Some Tuscaloosa Halloween aficionados might trend that spending curve downward. At the Druid Hills front lawn of dance therapist Loretta Lynn, and University of Alabama biocultural medical anthropologist Christopher Dana Lynn, and their three sons, the bones seem to be bursting from the ground. Flagstone piles form cairns. With the exception of a couple of purchased skulls, it’s basically all formed from found art.
Justin Grimball, planning ahead, shops 75-percent-off bargains on Nov. 1. He scored those inflatable Audrey IIs — from the movie and later musical “Little Shop of Horrors” — last year, so they waited almost 11 months to shine, to plead “Feed me.”
Grimball uses multiple projector systems, but those can be had for about $100 each, he said. New exterior speakers are on their way, to boost sound effects from the larger dining room display window, after a Bluetooth system proved less than reliable.
“You can download a lot of things; every year this company comes up with new stuff, with still pictures and animated images,” he said. “Or you can film your own stuff, kind of get creative with it.”
The Grimballs will dress themselves for the neighborhood Halloween, too, though maybe not the full family themes of previous years, like the Beetlejuice year, or through the looking glass to Wonderland when their daughters were Alice and The Red Queen, his wife and her sister Tweedledee and Tweedledum, and Grimball himself the White Rabbit.

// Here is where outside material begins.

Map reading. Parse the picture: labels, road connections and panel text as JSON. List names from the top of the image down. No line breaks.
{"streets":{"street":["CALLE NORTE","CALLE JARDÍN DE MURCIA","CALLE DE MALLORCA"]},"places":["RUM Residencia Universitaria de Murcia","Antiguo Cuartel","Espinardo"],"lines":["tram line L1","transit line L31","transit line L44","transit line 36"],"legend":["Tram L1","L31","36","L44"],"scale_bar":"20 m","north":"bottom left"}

On Nov. 1, the Grimballs will take it all down, with a family assembly line loading Halloween up into the attic, and bringing down Thanksgiving and fall themes. A month later, the yard process reverts to Christmas. After the new year, the yard can rest.
An initial Halloween setup takes Grimball about four or five hours to put physically in place, then to link to his Amazon Alexis. The inflatables get their own system, so on a stormy night he can take them down, out of harm’s way.

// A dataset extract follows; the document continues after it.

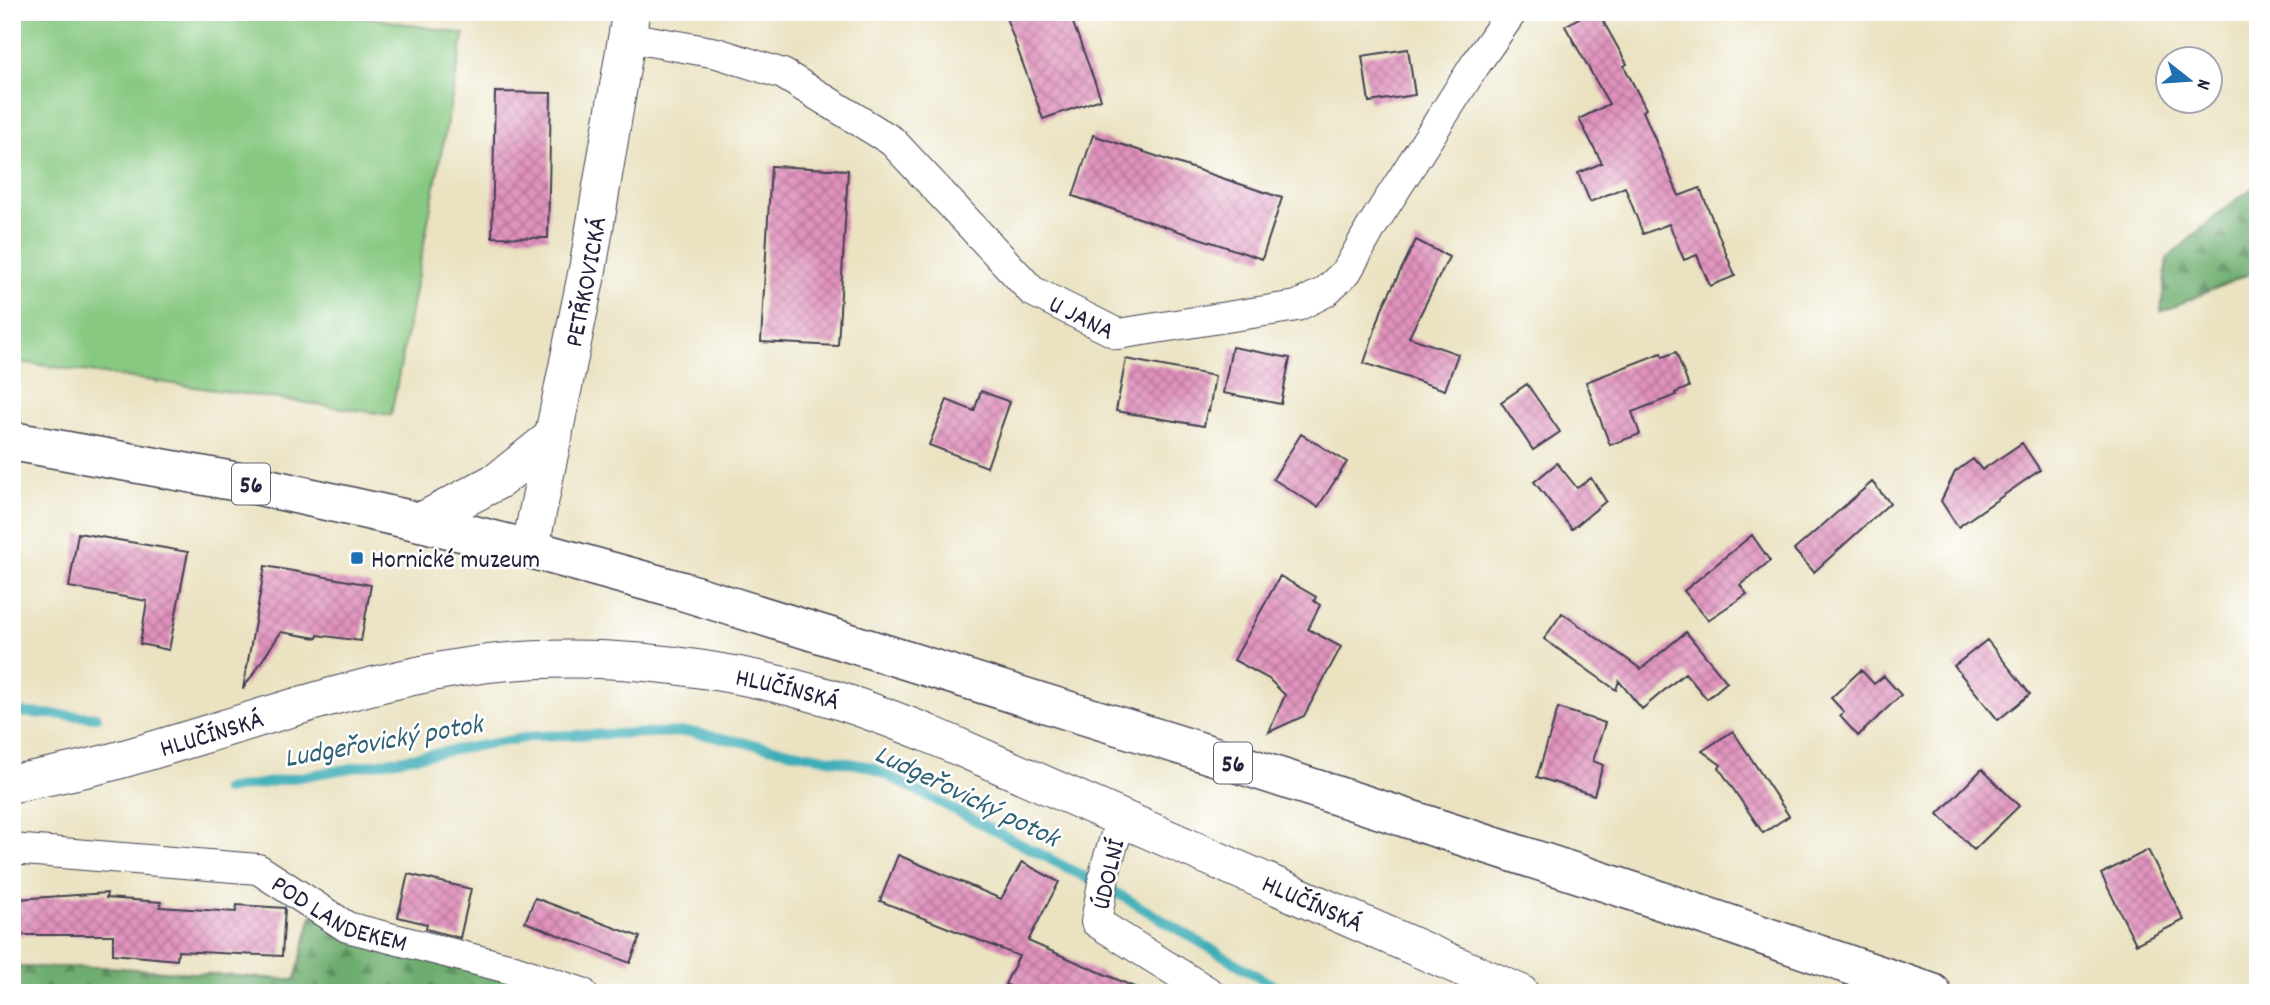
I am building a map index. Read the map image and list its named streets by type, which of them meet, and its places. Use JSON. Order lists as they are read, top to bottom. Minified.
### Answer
{"streets":{"main road":["56"],"street":["PETŘKOVICKÁ","U JANA","HLUČÍNSKÁ","ÚDOLNÍ","POD LANDEKEM"]},"crossings":[["PETŘKOVICKÁ","U JANA"],["PETŘKOVICKÁ","56"],["HLUČÍNSKÁ","ÚDOLNÍ"]],"water":["Ludgeřovický potok"],"places":{"transit":["Hornické muzeum"]},"north":"right"}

A visitor might wish to make multiple trips, not just to run the gamut of mini-movies projected on the windows, and enjoy the full musical repertoire of the jack-o’-lanterns, but also because Grimball continues to tinker throughout October.
“For hours every day I’m adding to it,” he said, “just finding new things to add on.”
Some admirers have asked how he does it all, and Grimball’s happy to share his knowledge, his craft, his inventions. But oddly, he has yet to find an acolyte willing to follow through on such elaborate, individualized monster footsteps.
“It’s a lot of work,” he said, laughing, “bringing it all together.”